• **What you are asked to do**
Reproduce the opening lines of the records exactly, please, stopping after the line that contains "inset:0; background:#0007; transform-origin:0".

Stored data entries

§ §

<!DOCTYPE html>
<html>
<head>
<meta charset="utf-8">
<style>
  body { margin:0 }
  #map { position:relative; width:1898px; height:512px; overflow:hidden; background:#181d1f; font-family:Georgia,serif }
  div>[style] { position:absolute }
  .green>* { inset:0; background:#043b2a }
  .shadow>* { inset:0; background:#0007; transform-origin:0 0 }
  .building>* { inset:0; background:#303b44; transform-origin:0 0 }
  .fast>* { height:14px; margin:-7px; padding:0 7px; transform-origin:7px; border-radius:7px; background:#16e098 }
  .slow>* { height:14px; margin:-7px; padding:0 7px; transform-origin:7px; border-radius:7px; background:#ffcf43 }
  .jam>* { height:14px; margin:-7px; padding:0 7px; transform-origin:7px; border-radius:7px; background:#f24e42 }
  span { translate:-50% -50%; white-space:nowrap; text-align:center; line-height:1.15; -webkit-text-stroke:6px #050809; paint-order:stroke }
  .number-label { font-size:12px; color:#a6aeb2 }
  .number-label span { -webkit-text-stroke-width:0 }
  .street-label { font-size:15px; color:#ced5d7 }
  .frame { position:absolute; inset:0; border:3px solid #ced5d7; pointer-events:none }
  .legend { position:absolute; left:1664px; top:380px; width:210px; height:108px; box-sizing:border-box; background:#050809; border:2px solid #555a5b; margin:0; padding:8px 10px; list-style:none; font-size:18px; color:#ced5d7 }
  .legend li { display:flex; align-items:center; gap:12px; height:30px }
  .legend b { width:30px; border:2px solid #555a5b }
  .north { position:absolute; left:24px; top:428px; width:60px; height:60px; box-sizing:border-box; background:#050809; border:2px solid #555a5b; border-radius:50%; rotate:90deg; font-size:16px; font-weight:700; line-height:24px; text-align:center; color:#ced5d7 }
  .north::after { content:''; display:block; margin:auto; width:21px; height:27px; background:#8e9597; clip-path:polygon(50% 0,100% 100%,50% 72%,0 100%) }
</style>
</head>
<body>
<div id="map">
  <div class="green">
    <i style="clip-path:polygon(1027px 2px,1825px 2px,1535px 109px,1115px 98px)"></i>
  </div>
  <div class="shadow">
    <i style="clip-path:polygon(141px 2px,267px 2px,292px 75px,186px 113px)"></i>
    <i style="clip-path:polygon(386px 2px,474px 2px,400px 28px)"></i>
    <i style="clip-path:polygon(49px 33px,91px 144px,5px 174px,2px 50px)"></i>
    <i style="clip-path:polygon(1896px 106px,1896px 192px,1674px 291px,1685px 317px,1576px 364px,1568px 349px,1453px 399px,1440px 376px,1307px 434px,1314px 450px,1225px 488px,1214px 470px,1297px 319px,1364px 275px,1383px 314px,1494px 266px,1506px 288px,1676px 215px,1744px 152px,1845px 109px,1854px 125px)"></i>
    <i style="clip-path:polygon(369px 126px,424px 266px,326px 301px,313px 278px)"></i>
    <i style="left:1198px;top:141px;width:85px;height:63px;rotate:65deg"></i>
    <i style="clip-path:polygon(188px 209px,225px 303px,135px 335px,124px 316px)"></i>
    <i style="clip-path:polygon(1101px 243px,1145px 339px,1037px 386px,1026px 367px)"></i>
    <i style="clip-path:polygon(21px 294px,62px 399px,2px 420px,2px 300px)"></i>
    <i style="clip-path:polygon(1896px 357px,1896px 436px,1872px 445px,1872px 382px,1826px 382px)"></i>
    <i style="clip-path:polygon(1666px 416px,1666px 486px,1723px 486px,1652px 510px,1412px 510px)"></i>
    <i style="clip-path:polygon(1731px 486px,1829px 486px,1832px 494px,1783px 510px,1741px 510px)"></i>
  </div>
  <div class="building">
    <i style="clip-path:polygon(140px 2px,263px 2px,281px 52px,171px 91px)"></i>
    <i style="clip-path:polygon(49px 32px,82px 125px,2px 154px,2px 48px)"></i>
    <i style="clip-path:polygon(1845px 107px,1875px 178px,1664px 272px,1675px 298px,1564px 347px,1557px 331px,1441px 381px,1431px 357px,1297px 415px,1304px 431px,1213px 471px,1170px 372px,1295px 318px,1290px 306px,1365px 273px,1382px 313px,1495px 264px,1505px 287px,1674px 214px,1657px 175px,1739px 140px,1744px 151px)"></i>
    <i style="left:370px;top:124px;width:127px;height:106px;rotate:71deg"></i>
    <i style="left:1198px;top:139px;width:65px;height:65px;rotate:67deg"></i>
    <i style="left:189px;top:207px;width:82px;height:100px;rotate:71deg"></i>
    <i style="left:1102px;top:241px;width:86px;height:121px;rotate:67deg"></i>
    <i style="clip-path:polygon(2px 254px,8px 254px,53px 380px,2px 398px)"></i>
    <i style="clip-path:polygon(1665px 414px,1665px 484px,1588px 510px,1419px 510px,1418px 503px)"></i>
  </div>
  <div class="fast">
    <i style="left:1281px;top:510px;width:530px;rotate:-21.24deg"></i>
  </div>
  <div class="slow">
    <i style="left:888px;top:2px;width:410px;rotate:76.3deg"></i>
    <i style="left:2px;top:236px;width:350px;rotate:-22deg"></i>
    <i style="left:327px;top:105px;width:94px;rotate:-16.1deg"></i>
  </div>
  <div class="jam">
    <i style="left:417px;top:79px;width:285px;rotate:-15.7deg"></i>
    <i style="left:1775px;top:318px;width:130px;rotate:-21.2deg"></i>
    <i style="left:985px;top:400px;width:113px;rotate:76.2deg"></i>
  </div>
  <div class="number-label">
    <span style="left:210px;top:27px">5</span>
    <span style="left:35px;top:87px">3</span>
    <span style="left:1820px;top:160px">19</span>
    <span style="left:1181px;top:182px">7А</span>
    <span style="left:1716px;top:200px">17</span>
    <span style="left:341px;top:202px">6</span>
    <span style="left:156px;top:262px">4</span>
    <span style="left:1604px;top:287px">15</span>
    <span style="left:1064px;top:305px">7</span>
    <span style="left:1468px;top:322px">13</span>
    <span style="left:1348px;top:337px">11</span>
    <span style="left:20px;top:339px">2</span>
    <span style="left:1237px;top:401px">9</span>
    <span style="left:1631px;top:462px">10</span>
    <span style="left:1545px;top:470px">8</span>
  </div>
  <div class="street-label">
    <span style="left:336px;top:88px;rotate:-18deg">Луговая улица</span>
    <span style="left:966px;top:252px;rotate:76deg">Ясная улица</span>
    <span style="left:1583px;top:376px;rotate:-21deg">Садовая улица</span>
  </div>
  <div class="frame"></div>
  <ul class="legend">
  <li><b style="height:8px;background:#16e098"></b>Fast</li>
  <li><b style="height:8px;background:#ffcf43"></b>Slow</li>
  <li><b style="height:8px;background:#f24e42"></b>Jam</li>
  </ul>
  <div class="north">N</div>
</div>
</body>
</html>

§ §

• **Exercise response**
<!DOCTYPE html>
<html>
<head>
<meta charset="utf-8">
<style>
  body { margin:0 }
  #map { position:relative; width:1898px; height:512px; overflow:hidden; background:#181d1f; font-family:Georgia,serif }
  div>[style] { position:absolute }
  .green>* { inset:0; background:#043b2a }
  .shadow>* { inset:0; background:#0007; transform-origin:0 0 }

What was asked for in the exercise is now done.